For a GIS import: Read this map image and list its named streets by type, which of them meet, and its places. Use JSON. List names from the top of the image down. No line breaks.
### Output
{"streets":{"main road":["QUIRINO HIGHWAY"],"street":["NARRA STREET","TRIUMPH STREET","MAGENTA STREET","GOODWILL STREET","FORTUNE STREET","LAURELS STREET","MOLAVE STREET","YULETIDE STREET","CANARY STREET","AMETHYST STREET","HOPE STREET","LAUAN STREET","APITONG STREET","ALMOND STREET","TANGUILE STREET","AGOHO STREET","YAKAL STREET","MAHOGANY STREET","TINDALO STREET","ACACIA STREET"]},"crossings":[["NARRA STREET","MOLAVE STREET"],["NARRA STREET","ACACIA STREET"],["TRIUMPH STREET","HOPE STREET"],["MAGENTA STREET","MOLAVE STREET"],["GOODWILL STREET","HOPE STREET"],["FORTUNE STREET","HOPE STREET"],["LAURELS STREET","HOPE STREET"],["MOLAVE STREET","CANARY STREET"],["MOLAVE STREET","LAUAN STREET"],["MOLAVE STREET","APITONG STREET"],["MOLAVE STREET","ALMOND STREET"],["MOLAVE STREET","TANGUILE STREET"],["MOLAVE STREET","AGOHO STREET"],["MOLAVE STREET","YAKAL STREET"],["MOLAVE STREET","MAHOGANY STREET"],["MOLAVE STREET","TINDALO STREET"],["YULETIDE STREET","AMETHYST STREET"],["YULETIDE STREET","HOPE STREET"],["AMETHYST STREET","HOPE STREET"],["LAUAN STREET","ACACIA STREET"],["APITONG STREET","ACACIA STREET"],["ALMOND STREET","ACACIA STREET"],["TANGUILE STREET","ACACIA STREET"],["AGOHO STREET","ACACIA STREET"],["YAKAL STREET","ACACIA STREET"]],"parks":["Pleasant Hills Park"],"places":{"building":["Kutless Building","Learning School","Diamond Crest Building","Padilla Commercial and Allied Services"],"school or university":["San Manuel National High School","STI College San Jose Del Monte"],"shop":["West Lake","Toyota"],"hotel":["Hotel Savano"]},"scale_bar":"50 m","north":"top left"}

---+---

:: PROBLEM REQUIREMENTS ::
Return the whole listing exactly.

:: SOLVED PROBLEM ::
For a GIS import: Read this map image and list its named streets by type, which of them meet, and its places. Use JSON. List names from the top of the image down. No line breaks.
### Output
{"streets":{"main road":["QUIRINO HIGHWAY"],"street":["NARRA STREET","TRIUMPH STREET","MAGENTA STREET","GOODWILL STREET","FORTUNE STREET","LAURELS STREET","MOLAVE STREET","YULETIDE STREET","CANARY STREET","AMETHYST STREET","HOPE STREET","LAUAN STREET","APITONG STREET","ALMOND STREET","TANGUILE STREET","AGOHO STREET","YAKAL STREET","MAHOGANY STREET","TINDALO STREET","ACACIA STREET"]},"crossings":[["NARRA STREET","MOLAVE STREET"],["NARRA STREET","ACACIA STREET"],["TRIUMPH STREET","HOPE STREET"],["MAGENTA STREET","MOLAVE STREET"],["GOODWILL STREET","HOPE STREET"],["FORTUNE STREET","HOPE STREET"],["LAURELS STREET","HOPE STREET"],["MOLAVE STREET","CANARY STREET"],["MOLAVE STREET","LAUAN STREET"],["MOLAVE STREET","APITONG STREET"],["MOLAVE STREET","ALMOND STREET"],["MOLAVE STREET","TANGUILE STREET"],["MOLAVE STREET","AGOHO STREET"],["MOLAVE STREET","YAKAL STREET"],["MOLAVE STREET","MAHOGANY STREET"],["MOLAVE STREET","TINDALO STREET"],["YULETIDE STREET","AMETHYST STREET"],["YULETIDE STREET","HOPE STREET"],["AMETHYST STREET","HOPE STREET"],["LAUAN STREET","ACACIA STREET"],["APITONG STREET","ACACIA STREET"],["ALMOND STREET","ACACIA STREET"],["TANGUILE STREET","ACACIA STREET"],["AGOHO STREET","ACACIA STREET"],["YAKAL STREET","ACACIA STREET"]],"parks":["Pleasant Hills Park"],"places":{"building":["Kutless Building","Learning School","Diamond Crest Building","Padilla Commercial and Allied Services"],"school or university":["San Manuel National High School","STI College San Jose Del Monte"],"shop":["West Lake","Toyota"],"hotel":["Hotel Savano"]},"scale_bar":"50 m","north":"top left"}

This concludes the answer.